- **What you need to do**:
The first line of the entries is where the copy starts and the line with "Quick job: Transcribe" is where it ends; set down each line exactly, both ends included, and drop pictures.

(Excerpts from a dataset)
◆ ◆ ◆ ◆ ◆ ◆ ◆
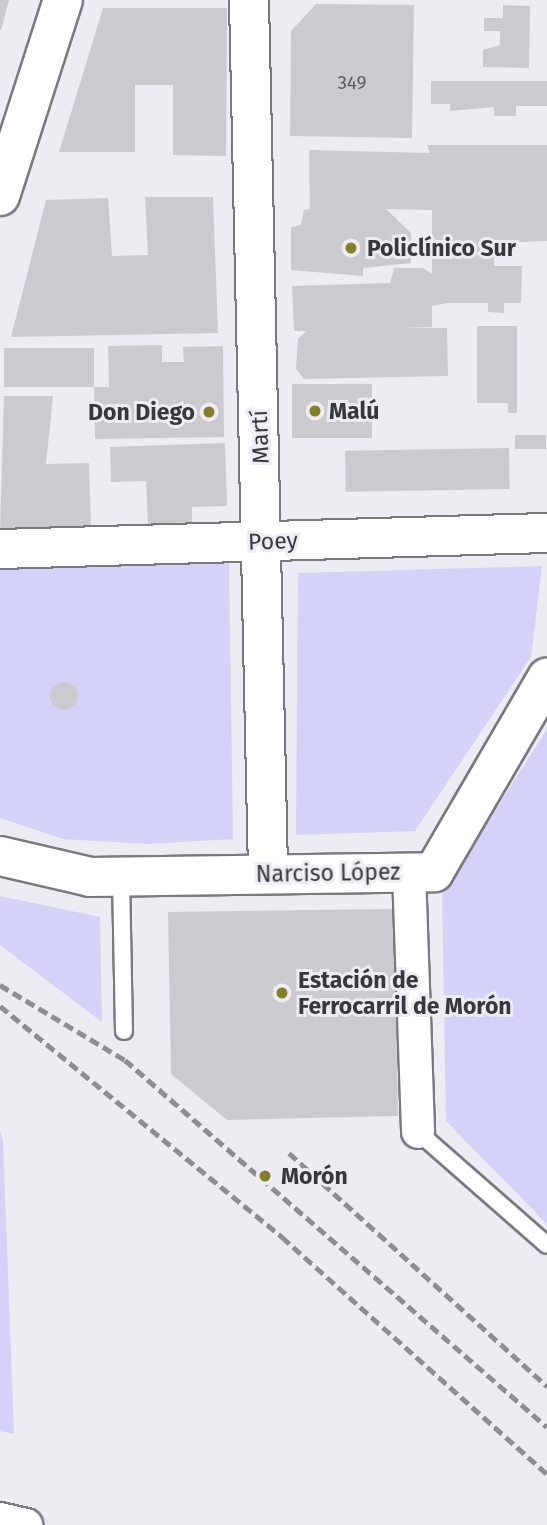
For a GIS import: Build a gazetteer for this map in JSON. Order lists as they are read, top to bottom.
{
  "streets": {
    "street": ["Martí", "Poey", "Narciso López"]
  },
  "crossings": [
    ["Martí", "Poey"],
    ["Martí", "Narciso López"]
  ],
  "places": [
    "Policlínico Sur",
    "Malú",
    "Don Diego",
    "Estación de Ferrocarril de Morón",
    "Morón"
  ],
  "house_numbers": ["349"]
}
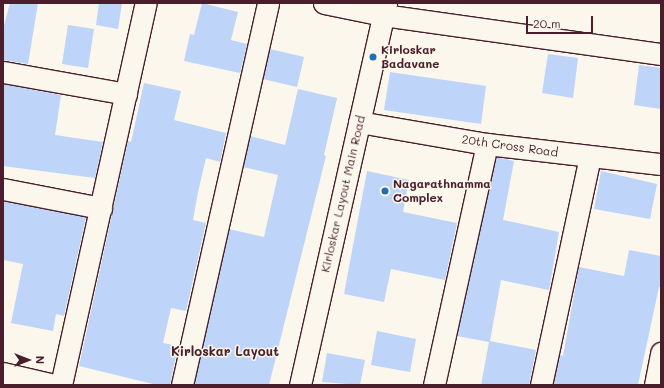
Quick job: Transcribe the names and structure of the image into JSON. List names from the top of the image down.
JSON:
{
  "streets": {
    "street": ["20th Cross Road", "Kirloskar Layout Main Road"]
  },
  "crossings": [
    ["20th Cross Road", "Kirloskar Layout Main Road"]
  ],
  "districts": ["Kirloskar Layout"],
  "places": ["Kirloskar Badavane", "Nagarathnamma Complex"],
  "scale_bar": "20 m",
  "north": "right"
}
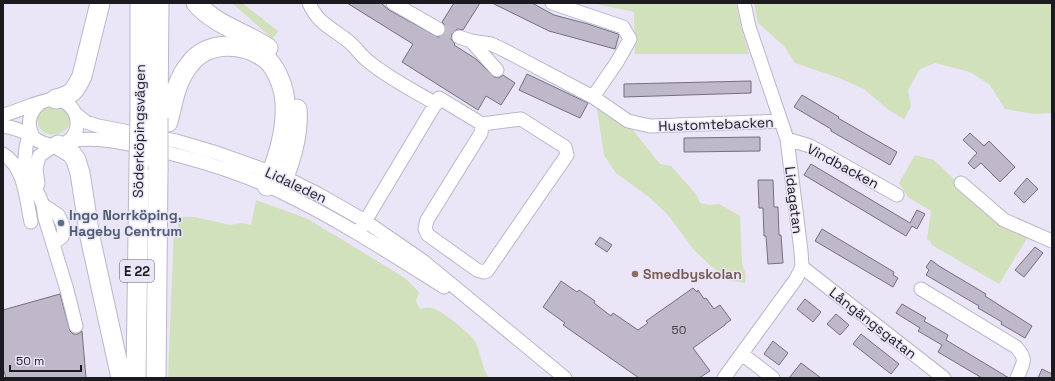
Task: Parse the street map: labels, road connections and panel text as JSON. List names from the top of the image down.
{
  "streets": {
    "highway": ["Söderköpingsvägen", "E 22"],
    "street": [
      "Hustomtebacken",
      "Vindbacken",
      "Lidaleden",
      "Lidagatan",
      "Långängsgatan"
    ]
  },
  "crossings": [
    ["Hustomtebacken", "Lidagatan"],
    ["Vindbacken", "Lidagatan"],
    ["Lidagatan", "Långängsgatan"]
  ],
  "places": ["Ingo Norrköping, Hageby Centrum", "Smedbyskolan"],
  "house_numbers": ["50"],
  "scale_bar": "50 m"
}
◆ ◆ ◆ ◆ ◆ ◆ ◆
- **Task output**:
For a GIS import: Build a gazetteer for this map in JSON. Order lists as they are read, top to bottom.
{
  "streets": {
    "street": ["Martí", "Poey", "Narciso López"]
  },
  "crossings": [
    ["Martí", "Poey"],
    ["Martí", "Narciso López"]
  ],
  "places": [
    "Policlínico Sur",
    "Malú",
    "Don Diego",
    "Estación de Ferrocarril de Morón",
    "Morón"
  ],
  "house_numbers": ["349"]
}
Quick job: Transcribe the names and structure of the image into JSON. List names from the top of the image down.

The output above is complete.